Exercise description – State how many lines of the records below contain the word "roads", giving the number and nothing else.

Provided records –

▬▬▬▬▬▬

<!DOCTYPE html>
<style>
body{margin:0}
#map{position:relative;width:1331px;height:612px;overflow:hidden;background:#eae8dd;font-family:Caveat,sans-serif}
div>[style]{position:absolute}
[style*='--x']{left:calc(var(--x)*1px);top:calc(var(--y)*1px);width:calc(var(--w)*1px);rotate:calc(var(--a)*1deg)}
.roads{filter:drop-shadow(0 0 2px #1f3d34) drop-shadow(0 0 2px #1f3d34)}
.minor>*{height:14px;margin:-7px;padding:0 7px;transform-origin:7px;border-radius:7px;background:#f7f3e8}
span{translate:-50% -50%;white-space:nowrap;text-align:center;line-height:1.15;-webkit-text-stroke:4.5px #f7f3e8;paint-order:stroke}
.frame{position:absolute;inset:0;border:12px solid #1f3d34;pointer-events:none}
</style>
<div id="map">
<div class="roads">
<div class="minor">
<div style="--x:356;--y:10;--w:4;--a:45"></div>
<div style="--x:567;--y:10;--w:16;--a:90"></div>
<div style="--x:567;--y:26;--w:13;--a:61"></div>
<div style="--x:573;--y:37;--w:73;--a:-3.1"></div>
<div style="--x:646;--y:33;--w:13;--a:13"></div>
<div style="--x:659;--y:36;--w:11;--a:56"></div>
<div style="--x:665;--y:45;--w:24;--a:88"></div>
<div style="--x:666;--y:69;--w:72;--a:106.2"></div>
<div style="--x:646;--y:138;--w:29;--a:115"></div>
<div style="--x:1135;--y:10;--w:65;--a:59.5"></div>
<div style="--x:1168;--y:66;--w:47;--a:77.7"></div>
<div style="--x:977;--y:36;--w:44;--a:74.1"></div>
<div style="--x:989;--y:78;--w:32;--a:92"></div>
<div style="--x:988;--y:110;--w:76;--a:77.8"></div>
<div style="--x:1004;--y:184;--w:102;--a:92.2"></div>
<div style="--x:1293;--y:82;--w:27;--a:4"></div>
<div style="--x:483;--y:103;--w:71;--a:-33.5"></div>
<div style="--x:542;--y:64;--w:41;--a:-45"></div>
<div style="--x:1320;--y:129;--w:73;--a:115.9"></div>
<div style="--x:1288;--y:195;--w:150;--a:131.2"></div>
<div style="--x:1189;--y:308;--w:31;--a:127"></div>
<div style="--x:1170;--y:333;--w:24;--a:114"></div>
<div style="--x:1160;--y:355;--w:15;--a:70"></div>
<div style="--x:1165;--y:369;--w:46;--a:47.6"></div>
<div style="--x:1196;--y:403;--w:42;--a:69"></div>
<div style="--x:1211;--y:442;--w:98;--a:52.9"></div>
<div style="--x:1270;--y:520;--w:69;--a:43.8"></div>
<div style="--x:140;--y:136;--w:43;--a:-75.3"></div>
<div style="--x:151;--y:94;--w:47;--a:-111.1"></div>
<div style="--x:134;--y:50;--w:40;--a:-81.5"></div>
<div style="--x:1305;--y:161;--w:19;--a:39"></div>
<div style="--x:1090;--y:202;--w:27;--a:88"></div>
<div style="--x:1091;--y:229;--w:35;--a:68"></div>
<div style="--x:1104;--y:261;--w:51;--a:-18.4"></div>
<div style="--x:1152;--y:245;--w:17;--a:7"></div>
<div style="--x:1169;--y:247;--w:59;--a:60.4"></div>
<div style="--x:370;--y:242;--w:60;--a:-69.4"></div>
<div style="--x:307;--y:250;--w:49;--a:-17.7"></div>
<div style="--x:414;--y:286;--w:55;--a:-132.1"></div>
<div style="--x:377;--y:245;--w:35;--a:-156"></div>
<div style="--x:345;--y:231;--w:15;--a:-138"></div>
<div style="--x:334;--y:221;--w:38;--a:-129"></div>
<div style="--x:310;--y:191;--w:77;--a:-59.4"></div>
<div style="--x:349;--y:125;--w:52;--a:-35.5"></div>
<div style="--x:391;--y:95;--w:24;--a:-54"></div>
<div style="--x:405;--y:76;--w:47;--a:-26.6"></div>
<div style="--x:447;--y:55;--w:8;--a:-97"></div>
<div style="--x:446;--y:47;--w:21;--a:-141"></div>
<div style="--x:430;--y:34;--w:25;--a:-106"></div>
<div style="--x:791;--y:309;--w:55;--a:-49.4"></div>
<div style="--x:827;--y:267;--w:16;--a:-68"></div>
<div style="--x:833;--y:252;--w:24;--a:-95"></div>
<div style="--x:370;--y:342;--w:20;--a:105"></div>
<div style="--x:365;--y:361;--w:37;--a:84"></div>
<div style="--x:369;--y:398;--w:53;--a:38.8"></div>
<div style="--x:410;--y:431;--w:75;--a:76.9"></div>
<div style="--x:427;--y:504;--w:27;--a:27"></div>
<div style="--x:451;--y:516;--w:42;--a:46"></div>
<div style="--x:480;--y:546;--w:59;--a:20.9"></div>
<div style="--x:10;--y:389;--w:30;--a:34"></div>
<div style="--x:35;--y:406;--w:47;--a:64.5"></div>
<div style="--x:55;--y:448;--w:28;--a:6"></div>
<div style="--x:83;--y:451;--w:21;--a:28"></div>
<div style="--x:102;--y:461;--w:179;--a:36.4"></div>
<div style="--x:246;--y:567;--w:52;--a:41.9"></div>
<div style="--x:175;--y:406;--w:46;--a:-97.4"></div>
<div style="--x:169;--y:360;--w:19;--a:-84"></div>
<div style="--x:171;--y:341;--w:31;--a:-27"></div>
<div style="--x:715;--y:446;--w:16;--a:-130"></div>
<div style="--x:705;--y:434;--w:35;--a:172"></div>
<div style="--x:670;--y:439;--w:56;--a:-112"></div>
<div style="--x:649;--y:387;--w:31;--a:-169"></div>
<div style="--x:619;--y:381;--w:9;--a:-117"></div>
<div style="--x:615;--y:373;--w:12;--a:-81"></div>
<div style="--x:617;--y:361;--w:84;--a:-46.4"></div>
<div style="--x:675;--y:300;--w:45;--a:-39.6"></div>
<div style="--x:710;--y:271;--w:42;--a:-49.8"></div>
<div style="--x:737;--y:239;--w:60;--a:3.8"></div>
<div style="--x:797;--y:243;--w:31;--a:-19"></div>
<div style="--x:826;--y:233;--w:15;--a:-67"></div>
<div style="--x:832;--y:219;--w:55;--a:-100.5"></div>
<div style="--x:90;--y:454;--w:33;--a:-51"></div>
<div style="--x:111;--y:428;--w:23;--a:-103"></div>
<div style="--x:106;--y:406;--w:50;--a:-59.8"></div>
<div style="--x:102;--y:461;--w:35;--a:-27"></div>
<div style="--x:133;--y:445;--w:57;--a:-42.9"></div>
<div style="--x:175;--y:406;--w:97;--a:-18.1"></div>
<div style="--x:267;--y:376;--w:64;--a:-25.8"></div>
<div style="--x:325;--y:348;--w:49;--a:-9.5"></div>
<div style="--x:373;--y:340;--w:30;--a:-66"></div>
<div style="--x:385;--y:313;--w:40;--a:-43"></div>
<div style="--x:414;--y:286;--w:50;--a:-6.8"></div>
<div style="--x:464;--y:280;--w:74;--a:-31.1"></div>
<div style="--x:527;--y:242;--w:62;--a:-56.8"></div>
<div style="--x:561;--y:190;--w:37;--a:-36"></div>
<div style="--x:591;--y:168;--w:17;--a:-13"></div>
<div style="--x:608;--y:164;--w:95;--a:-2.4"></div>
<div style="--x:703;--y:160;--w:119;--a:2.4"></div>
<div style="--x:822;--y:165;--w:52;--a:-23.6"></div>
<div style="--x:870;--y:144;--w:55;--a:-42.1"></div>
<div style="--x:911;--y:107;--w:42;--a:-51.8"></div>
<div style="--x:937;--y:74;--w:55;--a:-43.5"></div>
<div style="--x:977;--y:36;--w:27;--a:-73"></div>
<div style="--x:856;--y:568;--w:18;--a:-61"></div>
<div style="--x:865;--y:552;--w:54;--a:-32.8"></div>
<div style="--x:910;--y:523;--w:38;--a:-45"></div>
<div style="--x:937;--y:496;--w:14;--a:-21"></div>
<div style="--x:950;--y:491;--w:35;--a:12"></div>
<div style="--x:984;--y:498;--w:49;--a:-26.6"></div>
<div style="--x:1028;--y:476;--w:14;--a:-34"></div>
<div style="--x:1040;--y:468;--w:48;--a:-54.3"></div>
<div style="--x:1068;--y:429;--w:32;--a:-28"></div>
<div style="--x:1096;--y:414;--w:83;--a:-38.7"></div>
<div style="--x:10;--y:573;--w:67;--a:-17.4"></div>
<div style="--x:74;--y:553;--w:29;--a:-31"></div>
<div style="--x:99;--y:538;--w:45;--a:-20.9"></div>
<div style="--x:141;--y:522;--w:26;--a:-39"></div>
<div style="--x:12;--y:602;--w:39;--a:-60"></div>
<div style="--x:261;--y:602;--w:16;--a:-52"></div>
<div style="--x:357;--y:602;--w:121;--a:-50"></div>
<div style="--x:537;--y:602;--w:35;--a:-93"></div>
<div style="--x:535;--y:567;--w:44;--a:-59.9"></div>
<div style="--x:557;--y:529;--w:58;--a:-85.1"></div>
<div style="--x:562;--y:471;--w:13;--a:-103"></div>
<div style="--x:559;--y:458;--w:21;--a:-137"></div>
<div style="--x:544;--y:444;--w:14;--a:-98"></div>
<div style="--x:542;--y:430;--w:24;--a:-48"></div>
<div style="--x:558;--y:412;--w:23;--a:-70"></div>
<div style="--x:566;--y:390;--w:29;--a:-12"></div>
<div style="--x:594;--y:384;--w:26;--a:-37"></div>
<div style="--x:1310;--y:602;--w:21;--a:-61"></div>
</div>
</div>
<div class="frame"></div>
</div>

▬▬▬▬▬▬

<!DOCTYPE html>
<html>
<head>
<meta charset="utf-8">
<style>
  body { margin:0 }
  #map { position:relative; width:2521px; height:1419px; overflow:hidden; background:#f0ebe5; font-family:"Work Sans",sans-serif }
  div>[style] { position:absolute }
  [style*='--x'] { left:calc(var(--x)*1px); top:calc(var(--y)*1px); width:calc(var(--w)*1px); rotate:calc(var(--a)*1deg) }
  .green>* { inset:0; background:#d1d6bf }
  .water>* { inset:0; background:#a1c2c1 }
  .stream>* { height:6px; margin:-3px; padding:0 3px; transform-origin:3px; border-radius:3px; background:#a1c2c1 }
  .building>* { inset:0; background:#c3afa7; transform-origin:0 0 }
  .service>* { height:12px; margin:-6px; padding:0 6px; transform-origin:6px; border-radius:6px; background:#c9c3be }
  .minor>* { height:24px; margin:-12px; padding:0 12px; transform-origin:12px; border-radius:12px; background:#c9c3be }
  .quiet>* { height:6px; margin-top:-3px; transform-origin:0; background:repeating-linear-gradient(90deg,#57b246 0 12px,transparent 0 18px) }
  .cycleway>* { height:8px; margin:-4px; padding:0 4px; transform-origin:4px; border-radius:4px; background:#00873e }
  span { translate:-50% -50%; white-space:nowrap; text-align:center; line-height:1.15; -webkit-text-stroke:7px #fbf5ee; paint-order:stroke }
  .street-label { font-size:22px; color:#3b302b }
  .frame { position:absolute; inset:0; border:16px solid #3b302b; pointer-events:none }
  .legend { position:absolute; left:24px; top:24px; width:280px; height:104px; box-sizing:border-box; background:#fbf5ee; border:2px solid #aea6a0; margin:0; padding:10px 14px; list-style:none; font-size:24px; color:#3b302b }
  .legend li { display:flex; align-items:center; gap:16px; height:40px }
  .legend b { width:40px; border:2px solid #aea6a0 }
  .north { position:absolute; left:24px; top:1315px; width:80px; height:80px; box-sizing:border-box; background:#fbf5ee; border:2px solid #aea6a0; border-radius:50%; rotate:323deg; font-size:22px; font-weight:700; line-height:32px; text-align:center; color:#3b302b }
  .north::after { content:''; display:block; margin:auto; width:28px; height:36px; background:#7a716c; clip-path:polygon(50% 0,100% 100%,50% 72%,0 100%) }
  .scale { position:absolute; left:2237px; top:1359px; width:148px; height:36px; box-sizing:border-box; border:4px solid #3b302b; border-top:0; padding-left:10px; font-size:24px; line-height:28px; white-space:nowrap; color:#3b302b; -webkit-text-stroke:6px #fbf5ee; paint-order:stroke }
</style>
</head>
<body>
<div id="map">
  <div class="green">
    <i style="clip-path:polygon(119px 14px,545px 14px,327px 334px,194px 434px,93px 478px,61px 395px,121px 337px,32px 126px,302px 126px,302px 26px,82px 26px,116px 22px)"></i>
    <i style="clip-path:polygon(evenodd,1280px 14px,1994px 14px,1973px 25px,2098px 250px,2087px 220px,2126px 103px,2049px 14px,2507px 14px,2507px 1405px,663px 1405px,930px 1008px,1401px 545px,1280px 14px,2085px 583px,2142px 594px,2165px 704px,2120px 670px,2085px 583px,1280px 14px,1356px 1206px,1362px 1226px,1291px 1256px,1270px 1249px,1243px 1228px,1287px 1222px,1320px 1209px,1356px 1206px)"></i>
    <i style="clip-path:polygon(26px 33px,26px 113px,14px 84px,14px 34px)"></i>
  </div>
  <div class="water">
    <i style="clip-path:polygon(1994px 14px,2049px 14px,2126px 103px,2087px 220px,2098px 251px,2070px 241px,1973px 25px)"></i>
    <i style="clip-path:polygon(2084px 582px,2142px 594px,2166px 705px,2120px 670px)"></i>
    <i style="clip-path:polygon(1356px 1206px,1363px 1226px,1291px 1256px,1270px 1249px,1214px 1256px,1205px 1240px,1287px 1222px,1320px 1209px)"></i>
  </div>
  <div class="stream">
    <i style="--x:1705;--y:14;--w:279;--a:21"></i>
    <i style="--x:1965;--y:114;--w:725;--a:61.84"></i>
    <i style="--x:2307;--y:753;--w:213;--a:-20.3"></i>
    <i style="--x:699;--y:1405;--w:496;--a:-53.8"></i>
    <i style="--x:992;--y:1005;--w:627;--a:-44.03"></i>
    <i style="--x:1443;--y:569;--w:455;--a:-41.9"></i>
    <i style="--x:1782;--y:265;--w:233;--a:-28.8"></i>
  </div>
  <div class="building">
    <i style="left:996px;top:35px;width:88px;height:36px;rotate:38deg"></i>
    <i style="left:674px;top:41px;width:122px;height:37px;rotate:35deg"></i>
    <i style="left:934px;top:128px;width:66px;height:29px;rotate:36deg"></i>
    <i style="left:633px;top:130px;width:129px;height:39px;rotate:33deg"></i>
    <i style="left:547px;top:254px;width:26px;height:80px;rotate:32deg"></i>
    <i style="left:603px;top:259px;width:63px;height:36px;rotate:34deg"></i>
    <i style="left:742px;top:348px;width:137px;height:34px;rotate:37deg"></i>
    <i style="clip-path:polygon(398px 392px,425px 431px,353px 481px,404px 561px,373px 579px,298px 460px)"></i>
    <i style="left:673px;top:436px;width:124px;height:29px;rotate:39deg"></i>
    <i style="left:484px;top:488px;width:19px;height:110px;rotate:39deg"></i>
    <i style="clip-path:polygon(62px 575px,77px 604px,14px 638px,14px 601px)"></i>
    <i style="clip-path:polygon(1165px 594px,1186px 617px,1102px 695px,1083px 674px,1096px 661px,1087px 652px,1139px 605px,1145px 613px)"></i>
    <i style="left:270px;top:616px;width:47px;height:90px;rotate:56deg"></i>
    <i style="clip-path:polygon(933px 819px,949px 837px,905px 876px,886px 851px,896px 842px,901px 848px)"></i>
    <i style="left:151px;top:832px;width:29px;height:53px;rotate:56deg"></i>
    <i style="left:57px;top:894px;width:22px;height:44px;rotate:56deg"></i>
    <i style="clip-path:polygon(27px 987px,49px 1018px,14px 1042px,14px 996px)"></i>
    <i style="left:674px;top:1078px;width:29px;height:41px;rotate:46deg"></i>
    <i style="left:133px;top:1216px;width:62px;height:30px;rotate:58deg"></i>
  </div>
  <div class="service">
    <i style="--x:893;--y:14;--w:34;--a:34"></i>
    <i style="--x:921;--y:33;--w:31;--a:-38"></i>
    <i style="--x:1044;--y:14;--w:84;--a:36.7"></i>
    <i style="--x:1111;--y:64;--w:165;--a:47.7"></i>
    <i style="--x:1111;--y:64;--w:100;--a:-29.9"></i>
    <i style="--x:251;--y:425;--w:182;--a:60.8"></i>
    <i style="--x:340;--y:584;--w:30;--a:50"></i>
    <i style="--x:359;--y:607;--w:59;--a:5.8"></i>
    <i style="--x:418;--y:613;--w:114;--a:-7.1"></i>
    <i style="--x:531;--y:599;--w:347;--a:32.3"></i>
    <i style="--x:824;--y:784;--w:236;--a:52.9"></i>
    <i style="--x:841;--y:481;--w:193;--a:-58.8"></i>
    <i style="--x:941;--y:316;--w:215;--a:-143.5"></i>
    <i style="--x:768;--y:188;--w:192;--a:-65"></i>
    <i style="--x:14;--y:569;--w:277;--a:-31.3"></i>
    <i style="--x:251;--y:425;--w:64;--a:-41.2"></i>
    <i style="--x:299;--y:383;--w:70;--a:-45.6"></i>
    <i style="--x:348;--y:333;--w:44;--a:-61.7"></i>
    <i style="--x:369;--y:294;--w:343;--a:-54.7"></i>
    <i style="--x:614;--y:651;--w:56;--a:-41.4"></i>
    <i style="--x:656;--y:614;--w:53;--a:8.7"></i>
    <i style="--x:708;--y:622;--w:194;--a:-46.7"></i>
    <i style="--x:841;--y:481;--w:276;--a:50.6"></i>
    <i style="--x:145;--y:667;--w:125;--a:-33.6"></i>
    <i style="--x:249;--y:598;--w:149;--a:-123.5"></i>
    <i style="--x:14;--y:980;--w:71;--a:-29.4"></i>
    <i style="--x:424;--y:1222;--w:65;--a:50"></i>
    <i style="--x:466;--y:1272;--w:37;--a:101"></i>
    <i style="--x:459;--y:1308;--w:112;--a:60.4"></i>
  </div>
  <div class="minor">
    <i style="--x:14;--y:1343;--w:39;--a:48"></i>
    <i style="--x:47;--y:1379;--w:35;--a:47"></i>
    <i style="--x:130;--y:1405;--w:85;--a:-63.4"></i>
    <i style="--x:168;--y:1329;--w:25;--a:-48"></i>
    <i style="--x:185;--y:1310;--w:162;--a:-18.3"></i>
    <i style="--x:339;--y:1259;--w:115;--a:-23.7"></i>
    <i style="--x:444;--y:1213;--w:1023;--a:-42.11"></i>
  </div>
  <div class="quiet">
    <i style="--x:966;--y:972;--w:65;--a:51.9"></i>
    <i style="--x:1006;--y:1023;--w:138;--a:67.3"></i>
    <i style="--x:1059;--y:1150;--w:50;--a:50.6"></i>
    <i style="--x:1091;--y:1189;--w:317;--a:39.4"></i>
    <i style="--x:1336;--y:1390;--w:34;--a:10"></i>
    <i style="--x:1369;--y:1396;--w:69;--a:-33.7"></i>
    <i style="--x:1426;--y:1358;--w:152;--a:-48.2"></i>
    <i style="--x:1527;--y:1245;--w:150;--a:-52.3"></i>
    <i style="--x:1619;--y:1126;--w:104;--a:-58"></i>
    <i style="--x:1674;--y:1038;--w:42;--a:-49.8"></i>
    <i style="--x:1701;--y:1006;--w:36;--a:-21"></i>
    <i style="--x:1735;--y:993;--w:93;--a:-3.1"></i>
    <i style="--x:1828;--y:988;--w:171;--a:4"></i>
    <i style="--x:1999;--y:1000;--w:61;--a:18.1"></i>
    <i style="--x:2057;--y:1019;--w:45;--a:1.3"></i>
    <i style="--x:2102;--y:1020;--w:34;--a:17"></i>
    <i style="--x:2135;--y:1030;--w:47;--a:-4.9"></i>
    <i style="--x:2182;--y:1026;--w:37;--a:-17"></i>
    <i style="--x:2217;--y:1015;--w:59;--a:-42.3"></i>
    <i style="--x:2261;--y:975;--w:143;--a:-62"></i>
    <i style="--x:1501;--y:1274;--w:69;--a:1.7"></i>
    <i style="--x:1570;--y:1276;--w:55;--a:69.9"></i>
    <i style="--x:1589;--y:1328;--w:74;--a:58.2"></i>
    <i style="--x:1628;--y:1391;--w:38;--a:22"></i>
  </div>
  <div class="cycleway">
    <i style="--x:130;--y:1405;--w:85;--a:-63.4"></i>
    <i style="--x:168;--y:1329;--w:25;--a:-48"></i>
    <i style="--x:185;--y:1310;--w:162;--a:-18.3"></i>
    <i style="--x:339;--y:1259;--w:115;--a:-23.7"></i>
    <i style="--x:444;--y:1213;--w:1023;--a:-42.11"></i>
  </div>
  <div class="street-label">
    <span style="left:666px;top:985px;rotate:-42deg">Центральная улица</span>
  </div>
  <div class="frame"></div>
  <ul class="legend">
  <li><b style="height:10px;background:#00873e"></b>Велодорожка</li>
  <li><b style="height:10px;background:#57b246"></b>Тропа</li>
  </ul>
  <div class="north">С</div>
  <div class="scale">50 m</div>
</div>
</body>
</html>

▬▬▬▬▬▬

Exercise result – 2